This report is taken from the book “THE THREE ONE-FIVE GROUP”, written in 1968, and published in 1984, by now-deceased Bill Brinson. It is now being expanded for reissue late 2002.
The last week in May, Group Engineering received numerous gallons of both black and white paint. Confidential instructions were issued to the four squadron engineering sections to be ready on short notice to mark all aircraft. Three white and two black stripes, each stripe two feet wide, were to be painted around the aircraft fuselage just forward of the tail section. The same pattern was to be painted on the top and bottom of each wing. Once the aircraft were painted, they were grounded until further notice. The “GO ” signal for the painting to commence was received on 3 June, and the squadron engineering personnel, chided into competition by Sgts. George White and Sollie Grasmick from the Group Engineering Section, worked continuously until all aircraft were marked.
On 1 June, the airfield at Spanhoe was “sealed:” No one was allowed off the base, all passes were cancelled, and all personal telephone calls were prohibited. Non-official mail was placed in bags and stored. Paratroopers from the 505th Parachute Infantry Regiment, 82nd Airborne Division, stationed near Leicester , began arriving at Spanhoe two days later. They set up cots in one of the hangars and strung barbed wire around the area of the airfield allotted to them. Around the same time, 315th crewmembers scheduled for the upcoming mission were issued “escape kits “containing special instructions, cloth maps, and a limited amount of French francs. These kits were welcomed. Not welcomed were a set of special coveralls, impregnated with an oily and strong smelling substance, which were supposed to be worn on the mission. The impregnated suit was said to offer protection against certain types of gasses that the enemy might use.

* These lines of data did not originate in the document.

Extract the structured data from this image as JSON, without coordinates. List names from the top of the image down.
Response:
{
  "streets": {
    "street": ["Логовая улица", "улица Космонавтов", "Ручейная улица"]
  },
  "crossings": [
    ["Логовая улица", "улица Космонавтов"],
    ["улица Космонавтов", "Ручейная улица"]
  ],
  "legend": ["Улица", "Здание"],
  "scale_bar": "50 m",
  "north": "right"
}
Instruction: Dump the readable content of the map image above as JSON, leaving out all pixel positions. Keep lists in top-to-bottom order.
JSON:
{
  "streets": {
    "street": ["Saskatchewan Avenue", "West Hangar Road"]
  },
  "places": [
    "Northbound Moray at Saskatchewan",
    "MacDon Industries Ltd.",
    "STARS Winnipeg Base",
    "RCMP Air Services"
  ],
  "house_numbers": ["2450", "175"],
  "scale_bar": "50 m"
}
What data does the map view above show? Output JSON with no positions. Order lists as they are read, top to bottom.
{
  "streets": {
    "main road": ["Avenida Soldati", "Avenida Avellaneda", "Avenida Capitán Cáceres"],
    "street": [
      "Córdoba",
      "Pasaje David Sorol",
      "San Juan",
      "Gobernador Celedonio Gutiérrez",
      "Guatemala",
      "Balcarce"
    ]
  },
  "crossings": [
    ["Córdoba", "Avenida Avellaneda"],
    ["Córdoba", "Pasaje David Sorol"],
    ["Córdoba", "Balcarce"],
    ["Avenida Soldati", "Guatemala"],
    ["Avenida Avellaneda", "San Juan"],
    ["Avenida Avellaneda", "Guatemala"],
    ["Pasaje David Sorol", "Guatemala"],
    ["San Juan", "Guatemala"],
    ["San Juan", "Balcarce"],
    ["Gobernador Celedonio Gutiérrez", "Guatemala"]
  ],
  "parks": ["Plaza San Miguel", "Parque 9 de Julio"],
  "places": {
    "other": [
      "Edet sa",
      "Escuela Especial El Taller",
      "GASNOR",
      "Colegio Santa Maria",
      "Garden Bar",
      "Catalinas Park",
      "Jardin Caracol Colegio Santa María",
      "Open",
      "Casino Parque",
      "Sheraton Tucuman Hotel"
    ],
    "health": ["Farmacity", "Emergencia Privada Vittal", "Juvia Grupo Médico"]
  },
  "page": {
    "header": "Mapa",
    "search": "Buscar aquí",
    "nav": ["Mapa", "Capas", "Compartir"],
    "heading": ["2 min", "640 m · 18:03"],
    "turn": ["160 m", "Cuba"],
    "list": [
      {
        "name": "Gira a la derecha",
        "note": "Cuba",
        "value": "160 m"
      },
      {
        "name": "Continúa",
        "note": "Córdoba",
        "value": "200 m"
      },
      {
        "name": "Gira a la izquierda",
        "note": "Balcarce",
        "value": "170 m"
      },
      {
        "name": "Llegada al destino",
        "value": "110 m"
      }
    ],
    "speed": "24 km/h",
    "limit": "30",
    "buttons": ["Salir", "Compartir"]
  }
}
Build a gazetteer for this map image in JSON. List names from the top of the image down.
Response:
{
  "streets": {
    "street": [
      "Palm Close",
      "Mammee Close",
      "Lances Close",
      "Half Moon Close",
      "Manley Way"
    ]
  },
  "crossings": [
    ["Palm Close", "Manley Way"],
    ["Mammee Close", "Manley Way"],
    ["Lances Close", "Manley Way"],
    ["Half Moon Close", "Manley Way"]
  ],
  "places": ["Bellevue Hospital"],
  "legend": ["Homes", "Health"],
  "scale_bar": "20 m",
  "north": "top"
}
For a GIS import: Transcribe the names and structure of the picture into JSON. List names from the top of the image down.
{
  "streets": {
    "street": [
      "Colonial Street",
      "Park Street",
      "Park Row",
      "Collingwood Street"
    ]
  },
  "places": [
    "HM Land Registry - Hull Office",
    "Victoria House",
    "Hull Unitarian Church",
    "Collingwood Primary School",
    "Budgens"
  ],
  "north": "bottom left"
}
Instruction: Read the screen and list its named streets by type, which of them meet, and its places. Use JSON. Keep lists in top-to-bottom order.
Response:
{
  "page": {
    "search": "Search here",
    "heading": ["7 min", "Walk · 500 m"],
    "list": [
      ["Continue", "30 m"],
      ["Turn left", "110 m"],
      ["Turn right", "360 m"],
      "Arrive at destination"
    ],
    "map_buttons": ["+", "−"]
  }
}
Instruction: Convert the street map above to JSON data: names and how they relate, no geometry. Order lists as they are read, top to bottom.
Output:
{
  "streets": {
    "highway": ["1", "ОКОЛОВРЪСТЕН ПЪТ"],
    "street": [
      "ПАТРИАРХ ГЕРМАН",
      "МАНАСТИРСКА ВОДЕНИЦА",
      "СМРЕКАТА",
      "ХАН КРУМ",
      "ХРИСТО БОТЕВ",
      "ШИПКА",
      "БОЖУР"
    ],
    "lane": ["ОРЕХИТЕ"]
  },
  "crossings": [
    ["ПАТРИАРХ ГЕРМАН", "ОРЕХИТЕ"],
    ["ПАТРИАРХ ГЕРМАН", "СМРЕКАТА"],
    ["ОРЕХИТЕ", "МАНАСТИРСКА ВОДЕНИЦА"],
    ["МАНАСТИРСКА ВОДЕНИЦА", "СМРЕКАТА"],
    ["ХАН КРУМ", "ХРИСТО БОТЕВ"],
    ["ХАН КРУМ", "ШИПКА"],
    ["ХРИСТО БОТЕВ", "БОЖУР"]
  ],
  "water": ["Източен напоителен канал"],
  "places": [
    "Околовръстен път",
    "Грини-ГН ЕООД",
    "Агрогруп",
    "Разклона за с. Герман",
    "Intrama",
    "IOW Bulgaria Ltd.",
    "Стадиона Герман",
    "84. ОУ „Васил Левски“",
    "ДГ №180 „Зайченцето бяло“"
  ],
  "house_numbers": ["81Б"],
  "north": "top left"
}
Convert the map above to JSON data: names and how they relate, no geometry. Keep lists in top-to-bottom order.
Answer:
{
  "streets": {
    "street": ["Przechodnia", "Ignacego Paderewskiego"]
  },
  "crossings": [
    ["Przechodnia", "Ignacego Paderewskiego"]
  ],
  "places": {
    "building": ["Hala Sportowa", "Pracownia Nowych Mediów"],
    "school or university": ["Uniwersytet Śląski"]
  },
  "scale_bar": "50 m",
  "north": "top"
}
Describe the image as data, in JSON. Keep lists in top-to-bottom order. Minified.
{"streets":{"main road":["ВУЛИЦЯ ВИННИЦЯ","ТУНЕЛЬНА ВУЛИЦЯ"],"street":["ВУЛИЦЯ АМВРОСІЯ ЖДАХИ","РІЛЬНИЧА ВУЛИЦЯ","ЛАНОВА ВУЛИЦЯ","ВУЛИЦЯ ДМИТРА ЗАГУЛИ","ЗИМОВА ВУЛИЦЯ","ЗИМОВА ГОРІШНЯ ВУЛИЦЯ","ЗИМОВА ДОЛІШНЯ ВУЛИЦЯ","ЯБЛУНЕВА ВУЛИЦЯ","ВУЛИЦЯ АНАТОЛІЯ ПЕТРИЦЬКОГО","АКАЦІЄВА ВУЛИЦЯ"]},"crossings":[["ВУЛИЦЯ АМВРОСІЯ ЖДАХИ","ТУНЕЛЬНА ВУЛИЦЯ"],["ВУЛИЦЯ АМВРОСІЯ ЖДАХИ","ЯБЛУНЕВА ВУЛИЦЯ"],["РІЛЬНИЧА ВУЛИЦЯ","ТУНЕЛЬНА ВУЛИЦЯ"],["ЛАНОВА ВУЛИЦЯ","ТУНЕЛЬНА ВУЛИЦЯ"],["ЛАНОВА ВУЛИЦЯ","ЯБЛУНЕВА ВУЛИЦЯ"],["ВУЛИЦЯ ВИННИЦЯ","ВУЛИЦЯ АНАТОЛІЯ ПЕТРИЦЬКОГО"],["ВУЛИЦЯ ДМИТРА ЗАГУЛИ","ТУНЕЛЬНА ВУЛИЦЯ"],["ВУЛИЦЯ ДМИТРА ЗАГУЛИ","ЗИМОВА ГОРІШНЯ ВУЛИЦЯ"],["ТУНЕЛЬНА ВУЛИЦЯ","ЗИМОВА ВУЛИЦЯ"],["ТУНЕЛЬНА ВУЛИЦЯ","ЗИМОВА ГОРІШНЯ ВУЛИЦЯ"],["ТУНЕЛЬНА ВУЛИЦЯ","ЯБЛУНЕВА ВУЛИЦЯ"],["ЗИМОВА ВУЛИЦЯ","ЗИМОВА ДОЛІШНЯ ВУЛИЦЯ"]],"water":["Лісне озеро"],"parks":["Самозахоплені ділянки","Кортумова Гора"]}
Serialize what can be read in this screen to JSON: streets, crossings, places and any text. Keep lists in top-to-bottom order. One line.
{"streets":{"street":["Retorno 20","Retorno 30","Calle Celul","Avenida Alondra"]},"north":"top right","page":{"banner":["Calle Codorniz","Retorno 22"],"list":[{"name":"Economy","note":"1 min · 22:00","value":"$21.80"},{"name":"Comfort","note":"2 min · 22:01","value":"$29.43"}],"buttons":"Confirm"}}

The weather forecast for 5 June postponed the planned operations for 24 hours, but on the evening of 4 June, General Eisenhower made the decision that the invasion of France (Operation OVERLORD) would take place on the 6th. The paratroops, advanced guard of the Allied Forces, would take off from English airfields on the evening of 5 June. The mission of the 82nd Airborne Division, of which the 505th PIR was a part, was to secure the western edge of the bridgehead by capturing the town of Ste. Mere Eglise , a key point on the road to Cherbourg.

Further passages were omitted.